Did the Court of Appeal Go Too Far?
I'm a little bit concerned about some parts of the decision that are a bit overbroad. In particular, I've been operating on the premise that a contract contemplating pay in lieu of notice is fundamentally different from the common law, whereas a contract which simply fixes the notice period (without a 'pay in lieu' option) will otherwise operate within the common law framework.
The Court, however, suggests (maybe?) that a contractually fixed notice period is still a different creature in kind from the common law notice period, and therefore might also be treated differently, perhaps also being excluded by default from an obligation to mitigate.
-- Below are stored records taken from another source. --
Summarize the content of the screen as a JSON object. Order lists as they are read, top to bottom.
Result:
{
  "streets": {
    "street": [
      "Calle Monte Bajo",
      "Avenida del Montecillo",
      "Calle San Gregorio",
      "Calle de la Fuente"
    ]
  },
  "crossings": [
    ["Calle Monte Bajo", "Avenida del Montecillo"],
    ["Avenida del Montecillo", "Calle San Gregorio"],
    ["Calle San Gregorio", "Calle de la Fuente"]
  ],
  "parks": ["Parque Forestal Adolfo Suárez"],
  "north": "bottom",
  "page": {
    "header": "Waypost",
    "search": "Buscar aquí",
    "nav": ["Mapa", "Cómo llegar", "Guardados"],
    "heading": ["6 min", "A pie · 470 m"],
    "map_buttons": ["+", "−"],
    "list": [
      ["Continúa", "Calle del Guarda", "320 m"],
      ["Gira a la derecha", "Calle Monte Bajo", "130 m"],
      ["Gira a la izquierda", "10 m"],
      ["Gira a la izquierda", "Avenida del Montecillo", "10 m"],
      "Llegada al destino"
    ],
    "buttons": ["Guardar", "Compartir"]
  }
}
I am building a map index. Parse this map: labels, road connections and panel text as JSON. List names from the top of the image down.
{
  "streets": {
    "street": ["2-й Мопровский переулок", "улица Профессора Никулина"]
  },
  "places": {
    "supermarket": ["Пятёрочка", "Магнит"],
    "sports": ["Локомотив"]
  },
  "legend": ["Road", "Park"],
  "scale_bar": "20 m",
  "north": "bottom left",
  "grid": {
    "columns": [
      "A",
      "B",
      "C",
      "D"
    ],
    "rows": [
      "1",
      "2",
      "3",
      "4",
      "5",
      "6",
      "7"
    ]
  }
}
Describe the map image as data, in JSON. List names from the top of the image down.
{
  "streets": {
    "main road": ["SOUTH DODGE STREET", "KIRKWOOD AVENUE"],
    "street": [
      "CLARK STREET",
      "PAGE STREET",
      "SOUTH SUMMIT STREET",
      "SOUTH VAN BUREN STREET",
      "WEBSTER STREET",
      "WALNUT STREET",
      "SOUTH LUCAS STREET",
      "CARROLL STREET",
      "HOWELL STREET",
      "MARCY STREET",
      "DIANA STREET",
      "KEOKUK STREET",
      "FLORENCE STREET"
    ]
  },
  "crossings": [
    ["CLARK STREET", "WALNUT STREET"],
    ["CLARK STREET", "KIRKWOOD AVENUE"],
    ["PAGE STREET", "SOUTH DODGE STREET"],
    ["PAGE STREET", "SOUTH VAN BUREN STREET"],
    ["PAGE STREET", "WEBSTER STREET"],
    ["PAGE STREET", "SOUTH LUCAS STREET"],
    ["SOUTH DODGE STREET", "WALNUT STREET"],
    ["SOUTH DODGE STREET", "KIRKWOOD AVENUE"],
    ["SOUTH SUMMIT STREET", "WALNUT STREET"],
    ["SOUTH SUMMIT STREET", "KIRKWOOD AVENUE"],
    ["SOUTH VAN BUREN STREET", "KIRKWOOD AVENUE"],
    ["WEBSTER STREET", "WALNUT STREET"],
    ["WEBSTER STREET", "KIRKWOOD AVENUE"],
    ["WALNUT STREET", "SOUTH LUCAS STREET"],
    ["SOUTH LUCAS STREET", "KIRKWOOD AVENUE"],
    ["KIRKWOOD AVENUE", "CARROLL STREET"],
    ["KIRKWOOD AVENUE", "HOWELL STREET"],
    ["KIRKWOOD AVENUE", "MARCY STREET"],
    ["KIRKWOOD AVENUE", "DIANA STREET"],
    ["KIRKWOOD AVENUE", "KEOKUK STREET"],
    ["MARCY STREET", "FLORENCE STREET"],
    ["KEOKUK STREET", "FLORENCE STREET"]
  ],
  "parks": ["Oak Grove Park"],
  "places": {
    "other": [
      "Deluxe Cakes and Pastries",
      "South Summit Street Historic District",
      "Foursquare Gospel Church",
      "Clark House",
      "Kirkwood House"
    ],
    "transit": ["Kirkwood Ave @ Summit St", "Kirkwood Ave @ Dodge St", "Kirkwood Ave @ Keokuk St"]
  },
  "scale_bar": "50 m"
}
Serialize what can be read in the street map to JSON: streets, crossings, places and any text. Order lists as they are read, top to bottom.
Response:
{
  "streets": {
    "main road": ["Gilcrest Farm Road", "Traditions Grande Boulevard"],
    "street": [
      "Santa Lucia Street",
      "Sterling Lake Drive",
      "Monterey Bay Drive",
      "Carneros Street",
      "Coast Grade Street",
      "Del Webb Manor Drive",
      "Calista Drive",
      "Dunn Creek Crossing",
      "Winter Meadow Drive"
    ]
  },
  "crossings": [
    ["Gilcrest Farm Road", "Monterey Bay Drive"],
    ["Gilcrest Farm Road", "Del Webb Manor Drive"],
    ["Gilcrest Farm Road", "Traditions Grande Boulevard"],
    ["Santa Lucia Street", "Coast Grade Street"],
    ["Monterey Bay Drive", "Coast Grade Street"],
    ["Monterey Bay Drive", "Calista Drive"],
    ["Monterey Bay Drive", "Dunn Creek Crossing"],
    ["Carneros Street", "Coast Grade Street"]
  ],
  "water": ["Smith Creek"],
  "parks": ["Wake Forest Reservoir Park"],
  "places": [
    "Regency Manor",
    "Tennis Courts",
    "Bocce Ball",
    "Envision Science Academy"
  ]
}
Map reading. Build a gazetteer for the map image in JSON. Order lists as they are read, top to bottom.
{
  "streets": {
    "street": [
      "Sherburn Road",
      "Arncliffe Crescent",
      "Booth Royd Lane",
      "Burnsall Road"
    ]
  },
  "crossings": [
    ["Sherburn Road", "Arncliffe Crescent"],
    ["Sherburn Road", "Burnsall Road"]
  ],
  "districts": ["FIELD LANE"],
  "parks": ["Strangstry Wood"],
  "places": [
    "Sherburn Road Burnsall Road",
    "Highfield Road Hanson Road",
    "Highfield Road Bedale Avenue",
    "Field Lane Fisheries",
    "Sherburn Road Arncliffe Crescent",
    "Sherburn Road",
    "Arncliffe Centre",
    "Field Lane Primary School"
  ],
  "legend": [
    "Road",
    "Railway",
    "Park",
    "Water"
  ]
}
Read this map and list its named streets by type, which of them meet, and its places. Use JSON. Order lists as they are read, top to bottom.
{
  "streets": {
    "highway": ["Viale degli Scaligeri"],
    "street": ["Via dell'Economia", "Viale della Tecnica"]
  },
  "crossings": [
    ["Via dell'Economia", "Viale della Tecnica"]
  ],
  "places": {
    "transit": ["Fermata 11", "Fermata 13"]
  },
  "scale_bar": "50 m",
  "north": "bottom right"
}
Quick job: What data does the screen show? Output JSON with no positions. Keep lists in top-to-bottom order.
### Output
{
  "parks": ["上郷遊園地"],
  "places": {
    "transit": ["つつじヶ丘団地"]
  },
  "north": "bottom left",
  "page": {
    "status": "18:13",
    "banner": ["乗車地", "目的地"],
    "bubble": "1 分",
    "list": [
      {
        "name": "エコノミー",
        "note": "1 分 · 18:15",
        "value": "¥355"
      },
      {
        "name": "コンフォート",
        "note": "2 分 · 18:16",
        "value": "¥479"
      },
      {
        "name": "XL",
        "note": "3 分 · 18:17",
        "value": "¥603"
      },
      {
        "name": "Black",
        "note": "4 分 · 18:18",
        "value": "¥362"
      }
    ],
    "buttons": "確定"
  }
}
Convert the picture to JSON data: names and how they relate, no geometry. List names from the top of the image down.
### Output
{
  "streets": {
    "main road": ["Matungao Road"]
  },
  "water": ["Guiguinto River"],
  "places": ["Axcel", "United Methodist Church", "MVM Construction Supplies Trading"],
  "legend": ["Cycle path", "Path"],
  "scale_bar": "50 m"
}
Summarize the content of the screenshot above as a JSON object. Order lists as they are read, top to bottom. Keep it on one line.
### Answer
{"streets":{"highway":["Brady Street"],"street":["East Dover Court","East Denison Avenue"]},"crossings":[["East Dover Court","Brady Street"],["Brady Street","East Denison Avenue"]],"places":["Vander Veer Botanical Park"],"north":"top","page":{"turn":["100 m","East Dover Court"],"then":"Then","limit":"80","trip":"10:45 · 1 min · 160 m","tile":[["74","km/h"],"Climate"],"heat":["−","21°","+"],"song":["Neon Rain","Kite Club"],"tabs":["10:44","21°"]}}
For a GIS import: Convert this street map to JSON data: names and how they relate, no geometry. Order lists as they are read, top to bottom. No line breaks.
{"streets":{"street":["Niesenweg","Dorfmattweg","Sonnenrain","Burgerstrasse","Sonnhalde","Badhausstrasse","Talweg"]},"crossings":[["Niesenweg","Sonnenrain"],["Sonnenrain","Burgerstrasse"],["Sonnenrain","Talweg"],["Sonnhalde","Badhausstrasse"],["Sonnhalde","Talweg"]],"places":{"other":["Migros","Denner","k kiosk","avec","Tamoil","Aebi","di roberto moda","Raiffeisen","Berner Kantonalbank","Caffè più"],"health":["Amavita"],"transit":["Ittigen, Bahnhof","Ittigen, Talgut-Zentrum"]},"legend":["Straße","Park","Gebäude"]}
It isn't certain; the Court doesn't really parse the effect of a contractually fixed notice period without pay in lieu, but some of the language used by the Court suggests that it may go that way.
Again, I would feel uncomfortable with that, because it doesn't accord with the first principles of contract law. If we contract for actual notice, and you fire me without notice, my obligation to mitigate should apply in full force. Even on the analysis used by the Court, it doesn't seem to me that there's any way of expanding "contractual amounts" to cover language that doesn't include "or pay in lieu".
Congratulations
I'd like to express congratulations to Mr. Bowes, and to his lawyer, Alex Van Kralingen, who contacted me this afternoon to bring the decision to my attention, noting that I "seemed to be the only one in cyberspace on [Bowes'] side". They were the underdogs in this fight, and - assuming again that it holds up - it will have a significant impact on the law. The best wins are always the ones that everyone thought you would lose.